Below are records to be transcribed exactly; any pictures should be left out.

• Given records
########################################

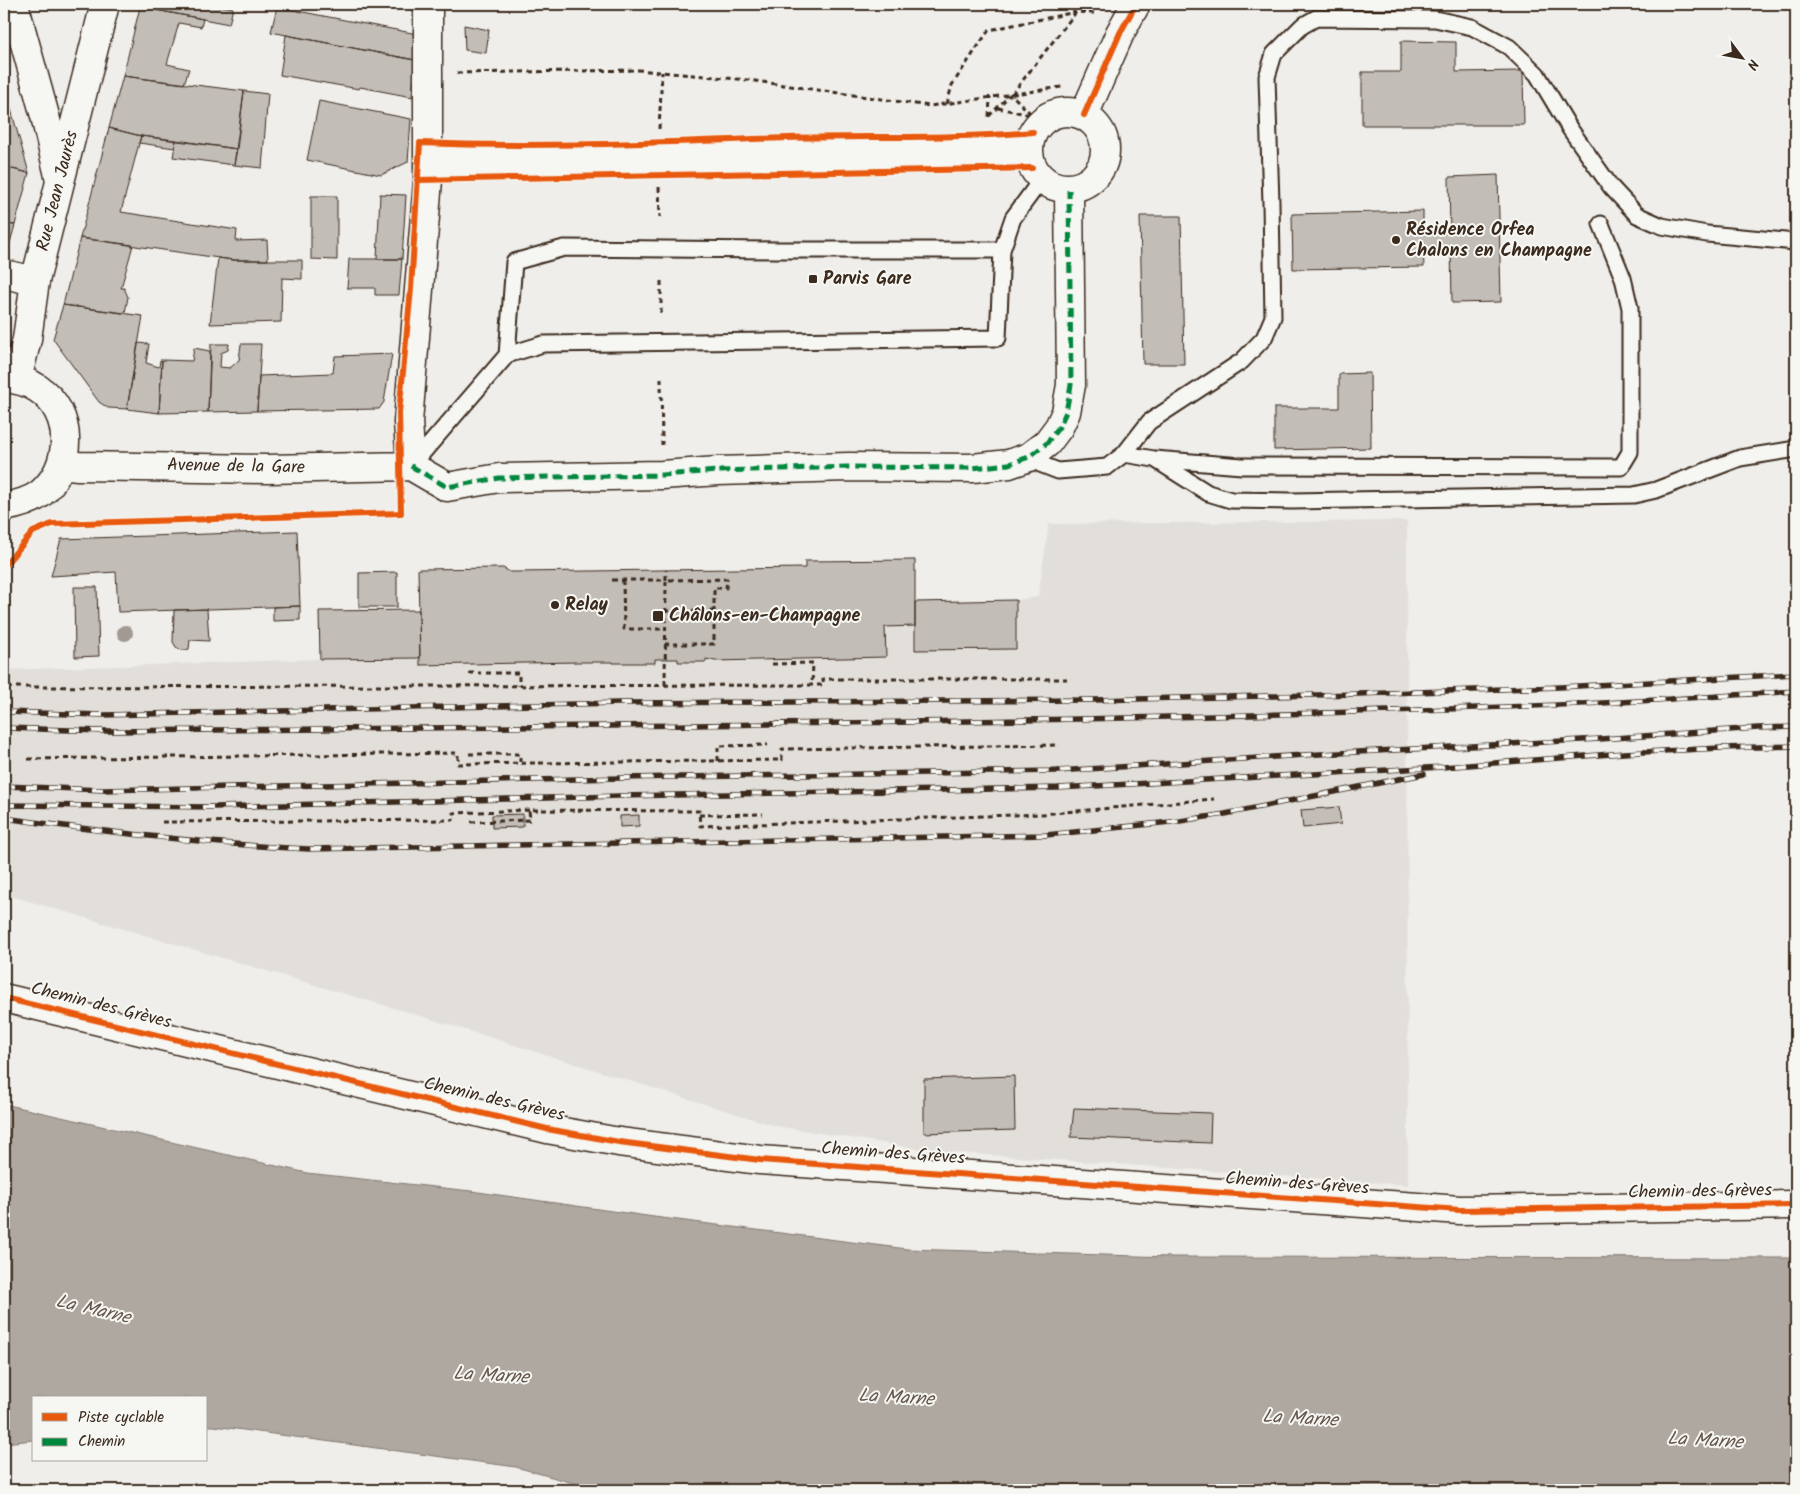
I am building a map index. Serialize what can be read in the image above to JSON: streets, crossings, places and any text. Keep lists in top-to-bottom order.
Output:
{
  "streets": {
    "street": ["Rue Jean Jaurès", "Avenue de la Gare", "Chemin des Grèves"]
  },
  "water": ["La Marne"],
  "places": {
    "other": ["Résidence Orfea Chalons en Champagne", "Relay"],
    "transit": ["Parvis Gare", "Châlons-en-Champagne"]
  },
  "legend": ["Piste cyclable", "Chemin"],
  "north": "bottom right"
}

########################################

• Response box
I am building a map index. Serialize what can be read in the image above to JSON: streets, crossings, places and any text. Keep lists in top-to-bottom order.
Output:
{
  "streets": {
    "street": ["Rue Jean Jaurès", "Avenue de la Gare", "Chemin des Grèves"]
  },
  "water": ["La Marne"],
  "places": {
    "other": ["Résidence Orfea Chalons en Champagne", "Relay"],
    "transit": ["Parvis Gare", "Châlons-en-Champagne"]
  },
  "legend": ["Piste cyclable", "Chemin"],
  "north": "bottom right"
}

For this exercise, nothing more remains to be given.